● **Work required**
Take every line of the material below that includes the string "buttons" and copy it out.

● **The data**
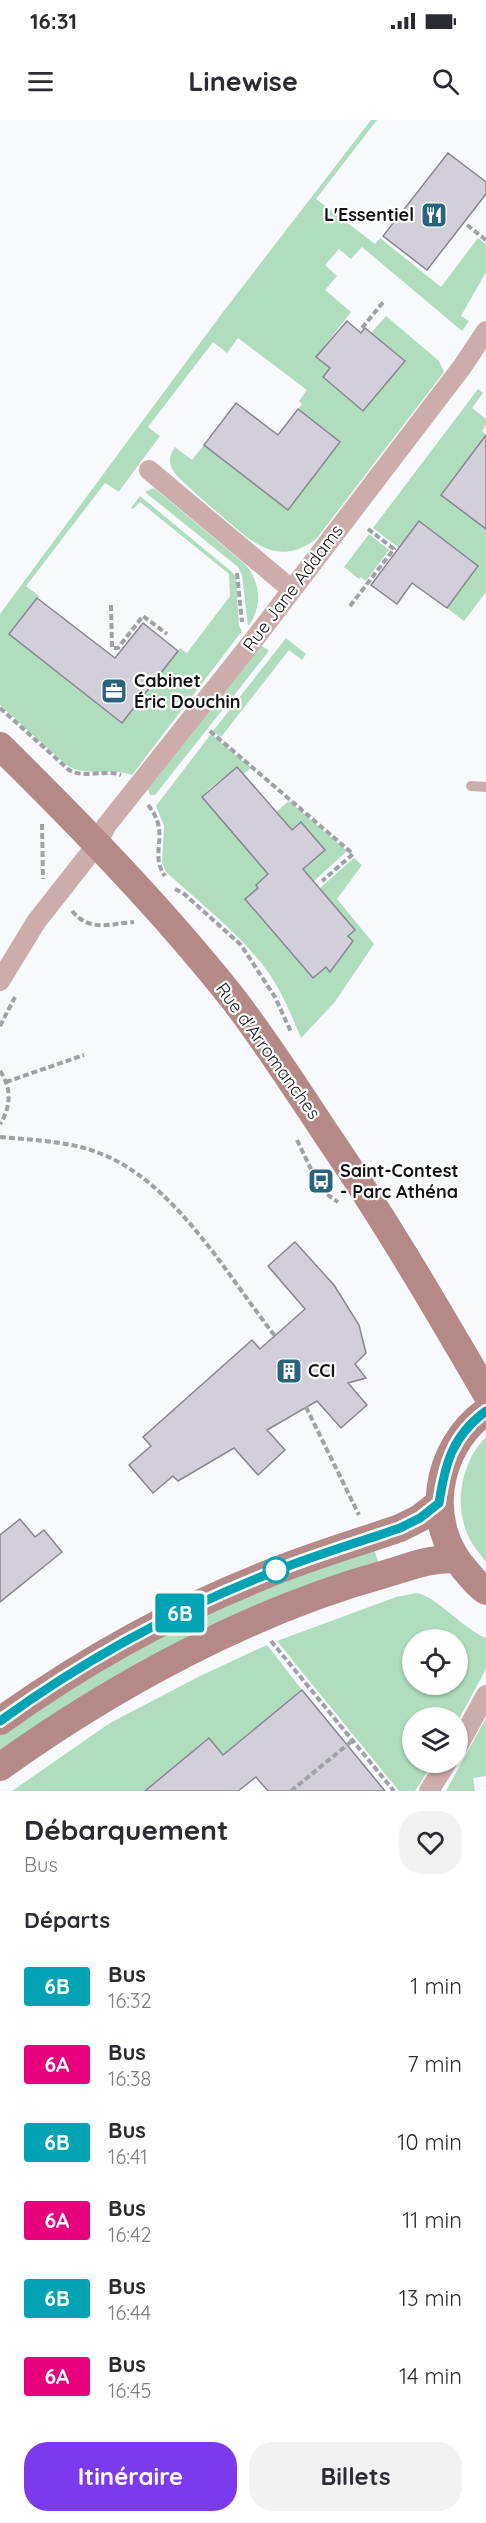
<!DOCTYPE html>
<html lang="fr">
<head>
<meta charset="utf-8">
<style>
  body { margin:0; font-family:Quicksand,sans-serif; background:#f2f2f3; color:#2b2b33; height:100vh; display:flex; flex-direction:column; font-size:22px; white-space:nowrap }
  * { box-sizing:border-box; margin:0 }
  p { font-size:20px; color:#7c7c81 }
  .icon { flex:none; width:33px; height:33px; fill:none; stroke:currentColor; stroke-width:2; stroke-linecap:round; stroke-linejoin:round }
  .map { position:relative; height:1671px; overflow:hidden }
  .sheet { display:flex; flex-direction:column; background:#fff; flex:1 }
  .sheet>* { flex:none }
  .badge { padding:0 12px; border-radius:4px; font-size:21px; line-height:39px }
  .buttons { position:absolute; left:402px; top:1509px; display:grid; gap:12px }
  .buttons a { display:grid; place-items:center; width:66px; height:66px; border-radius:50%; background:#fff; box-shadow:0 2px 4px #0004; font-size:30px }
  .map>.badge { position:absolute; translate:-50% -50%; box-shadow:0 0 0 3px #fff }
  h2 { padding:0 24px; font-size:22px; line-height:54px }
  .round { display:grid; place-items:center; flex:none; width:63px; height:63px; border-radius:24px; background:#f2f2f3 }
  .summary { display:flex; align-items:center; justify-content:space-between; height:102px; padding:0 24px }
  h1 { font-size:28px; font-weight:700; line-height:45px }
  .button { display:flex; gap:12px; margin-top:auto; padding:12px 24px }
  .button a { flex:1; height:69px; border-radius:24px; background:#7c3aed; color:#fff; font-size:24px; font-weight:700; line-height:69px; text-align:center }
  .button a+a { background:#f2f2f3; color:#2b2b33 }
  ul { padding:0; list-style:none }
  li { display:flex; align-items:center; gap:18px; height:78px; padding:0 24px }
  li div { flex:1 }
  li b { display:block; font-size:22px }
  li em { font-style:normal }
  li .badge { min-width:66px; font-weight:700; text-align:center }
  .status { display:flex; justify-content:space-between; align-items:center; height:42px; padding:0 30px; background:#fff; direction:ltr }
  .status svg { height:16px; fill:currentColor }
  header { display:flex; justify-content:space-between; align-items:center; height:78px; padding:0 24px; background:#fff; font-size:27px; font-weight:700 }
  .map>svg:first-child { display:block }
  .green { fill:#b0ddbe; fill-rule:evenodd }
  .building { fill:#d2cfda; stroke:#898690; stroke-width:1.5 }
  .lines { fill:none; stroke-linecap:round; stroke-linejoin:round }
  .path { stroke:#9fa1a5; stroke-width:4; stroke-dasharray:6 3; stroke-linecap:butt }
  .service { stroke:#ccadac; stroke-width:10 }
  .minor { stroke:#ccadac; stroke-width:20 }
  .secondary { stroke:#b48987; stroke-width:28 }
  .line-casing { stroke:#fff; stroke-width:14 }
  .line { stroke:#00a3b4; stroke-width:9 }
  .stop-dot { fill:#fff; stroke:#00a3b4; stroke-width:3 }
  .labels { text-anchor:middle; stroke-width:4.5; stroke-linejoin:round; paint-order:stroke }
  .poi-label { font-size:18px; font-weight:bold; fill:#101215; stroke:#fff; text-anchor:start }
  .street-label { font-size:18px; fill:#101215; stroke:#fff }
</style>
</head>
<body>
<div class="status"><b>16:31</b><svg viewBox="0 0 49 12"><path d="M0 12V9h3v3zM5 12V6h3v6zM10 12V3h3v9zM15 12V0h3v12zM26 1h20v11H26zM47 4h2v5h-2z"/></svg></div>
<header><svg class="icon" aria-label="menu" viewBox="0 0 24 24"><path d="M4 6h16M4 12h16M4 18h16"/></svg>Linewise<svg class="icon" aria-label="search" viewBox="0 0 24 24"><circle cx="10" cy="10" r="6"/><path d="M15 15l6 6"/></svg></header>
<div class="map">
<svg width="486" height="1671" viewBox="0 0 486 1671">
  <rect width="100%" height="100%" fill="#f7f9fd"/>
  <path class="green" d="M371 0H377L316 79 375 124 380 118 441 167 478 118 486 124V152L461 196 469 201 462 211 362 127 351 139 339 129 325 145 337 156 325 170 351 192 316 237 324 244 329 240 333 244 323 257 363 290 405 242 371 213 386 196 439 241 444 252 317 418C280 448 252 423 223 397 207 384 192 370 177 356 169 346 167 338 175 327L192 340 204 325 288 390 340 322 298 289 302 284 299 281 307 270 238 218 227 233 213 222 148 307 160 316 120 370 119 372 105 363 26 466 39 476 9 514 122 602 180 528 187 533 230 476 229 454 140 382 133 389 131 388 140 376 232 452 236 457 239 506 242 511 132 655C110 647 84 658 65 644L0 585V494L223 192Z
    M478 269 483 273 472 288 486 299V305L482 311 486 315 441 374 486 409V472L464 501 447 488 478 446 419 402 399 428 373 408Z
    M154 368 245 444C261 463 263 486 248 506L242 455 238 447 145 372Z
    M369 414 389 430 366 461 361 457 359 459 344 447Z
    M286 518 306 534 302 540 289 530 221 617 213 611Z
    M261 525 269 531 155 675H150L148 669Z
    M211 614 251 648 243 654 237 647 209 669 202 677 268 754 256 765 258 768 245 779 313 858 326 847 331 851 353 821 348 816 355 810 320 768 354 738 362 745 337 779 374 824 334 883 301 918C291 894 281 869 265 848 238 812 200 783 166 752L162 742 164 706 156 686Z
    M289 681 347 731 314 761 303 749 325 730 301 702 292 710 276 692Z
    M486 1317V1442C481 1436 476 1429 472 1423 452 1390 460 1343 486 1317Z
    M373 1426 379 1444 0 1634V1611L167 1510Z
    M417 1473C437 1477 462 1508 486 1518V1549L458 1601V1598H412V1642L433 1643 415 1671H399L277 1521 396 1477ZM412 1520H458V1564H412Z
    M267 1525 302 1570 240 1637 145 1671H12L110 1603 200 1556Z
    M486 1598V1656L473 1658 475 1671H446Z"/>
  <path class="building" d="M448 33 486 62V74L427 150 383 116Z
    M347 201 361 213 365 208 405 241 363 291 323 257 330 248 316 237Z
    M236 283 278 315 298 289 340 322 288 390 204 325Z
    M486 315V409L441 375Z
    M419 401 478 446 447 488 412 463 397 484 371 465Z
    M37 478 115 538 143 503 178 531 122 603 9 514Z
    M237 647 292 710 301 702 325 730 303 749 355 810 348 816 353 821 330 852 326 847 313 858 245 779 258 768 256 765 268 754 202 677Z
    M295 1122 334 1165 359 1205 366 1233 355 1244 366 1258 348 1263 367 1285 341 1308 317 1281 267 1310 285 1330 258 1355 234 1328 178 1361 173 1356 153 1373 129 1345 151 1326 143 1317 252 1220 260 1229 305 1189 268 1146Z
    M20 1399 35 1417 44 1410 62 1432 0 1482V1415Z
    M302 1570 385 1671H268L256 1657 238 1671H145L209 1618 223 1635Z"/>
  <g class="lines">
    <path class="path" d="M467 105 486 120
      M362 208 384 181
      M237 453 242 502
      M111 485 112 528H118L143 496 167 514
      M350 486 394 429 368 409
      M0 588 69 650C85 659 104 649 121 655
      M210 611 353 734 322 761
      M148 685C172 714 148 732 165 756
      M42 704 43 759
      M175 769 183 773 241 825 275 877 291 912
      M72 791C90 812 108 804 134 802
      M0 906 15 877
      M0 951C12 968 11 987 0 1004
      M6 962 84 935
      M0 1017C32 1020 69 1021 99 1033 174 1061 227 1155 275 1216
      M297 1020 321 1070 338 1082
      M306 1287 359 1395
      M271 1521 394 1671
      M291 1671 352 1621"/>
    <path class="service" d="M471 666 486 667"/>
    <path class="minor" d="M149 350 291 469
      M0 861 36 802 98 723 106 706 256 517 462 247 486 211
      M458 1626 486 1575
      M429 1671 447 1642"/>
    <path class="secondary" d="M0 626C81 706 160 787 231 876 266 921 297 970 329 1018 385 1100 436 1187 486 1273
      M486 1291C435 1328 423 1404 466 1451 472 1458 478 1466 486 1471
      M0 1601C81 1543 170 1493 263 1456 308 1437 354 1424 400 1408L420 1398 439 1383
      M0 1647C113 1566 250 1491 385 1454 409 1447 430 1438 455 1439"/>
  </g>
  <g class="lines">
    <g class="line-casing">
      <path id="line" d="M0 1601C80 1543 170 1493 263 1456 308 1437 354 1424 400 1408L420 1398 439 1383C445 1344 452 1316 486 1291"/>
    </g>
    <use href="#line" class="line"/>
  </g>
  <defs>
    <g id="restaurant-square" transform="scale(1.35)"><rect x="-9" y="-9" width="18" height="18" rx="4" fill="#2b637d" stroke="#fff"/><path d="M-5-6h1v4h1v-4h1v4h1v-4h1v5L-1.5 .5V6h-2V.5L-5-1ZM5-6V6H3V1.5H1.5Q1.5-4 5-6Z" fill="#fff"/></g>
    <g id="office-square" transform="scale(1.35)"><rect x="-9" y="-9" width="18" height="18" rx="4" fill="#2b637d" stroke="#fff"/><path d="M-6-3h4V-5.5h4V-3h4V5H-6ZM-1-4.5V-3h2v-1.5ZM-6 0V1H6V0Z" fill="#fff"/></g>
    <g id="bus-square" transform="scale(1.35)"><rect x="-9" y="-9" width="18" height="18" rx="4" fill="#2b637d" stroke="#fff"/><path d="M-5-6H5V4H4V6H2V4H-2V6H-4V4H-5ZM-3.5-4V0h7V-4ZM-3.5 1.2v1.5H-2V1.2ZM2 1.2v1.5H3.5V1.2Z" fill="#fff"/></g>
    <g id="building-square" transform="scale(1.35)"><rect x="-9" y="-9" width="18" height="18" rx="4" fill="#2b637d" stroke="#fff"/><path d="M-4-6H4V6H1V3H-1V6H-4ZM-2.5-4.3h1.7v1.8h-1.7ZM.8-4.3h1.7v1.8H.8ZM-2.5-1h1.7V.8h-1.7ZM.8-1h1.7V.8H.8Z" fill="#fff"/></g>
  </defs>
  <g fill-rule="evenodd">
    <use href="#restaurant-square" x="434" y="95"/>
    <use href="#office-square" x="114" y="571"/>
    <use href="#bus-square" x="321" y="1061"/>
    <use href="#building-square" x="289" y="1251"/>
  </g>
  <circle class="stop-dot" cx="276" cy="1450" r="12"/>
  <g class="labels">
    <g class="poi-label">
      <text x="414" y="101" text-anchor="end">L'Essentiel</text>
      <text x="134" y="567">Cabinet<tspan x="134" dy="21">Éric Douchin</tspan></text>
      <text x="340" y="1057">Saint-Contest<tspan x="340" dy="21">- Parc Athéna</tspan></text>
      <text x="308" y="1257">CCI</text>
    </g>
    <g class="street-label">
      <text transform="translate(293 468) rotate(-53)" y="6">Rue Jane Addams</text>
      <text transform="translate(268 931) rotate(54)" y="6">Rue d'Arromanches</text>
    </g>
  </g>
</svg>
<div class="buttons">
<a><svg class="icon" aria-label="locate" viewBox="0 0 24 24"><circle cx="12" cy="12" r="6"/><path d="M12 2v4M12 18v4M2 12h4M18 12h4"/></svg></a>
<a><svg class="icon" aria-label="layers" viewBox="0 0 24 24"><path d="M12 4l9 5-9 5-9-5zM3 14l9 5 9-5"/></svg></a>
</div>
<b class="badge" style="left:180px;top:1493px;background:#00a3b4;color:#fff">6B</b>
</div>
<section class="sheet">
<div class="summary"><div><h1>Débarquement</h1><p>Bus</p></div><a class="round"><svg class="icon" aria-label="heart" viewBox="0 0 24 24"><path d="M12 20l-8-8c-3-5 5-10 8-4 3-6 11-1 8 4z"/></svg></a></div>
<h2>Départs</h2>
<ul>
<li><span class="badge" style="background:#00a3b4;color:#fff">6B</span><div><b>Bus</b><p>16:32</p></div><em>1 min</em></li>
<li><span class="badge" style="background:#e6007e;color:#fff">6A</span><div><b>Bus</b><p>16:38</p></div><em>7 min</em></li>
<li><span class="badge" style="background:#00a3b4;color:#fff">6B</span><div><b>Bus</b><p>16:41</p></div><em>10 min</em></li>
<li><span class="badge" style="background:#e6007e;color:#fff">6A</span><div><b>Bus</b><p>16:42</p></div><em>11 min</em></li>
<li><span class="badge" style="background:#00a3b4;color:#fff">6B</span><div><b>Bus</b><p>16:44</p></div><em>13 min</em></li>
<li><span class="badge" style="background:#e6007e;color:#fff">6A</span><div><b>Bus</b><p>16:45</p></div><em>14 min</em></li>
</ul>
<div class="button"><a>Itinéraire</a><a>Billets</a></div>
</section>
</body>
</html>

● **Worked solution**
  .buttons { position:absolute; left:402px; top:1509px; display:grid; gap:12px }
  .buttons a { display:grid; place-items:center; width:66px; height:66px; border-radius:50%; background:#fff; box-shadow:0 2px 4px #0004; font-size:30px }
<div class="buttons">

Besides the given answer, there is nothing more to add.